MATERIAL PROVIDED:
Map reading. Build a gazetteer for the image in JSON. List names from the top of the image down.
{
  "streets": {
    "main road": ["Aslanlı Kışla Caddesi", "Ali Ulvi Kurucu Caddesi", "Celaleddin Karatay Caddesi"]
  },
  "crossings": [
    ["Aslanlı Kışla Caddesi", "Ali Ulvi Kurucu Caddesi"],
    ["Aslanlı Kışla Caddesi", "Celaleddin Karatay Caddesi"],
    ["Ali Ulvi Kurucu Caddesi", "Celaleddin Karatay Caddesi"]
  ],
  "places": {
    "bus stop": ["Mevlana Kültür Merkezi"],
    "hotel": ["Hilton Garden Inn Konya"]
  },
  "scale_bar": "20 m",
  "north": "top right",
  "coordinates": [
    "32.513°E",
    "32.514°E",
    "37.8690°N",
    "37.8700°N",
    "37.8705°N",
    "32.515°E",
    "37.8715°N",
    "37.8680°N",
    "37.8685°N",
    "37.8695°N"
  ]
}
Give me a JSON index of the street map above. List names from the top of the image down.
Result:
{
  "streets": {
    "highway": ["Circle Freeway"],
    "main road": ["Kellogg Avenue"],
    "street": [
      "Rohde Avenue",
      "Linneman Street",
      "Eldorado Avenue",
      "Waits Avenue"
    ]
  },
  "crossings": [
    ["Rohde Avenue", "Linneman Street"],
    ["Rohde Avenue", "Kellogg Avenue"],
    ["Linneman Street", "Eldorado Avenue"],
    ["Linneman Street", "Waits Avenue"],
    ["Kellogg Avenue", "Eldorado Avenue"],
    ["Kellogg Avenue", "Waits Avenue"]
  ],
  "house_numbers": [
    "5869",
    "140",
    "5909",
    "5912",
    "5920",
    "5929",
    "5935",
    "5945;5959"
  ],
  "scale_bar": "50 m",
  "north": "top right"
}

YOUR INSTRUCTIONS: Lines with "JSON": find them in the data and copy each one.

REPLY:
Map reading. Build a gazetteer for the image in JSON. List names from the top of the image down.
Give me a JSON index of the street map above. List names from the top of the image down.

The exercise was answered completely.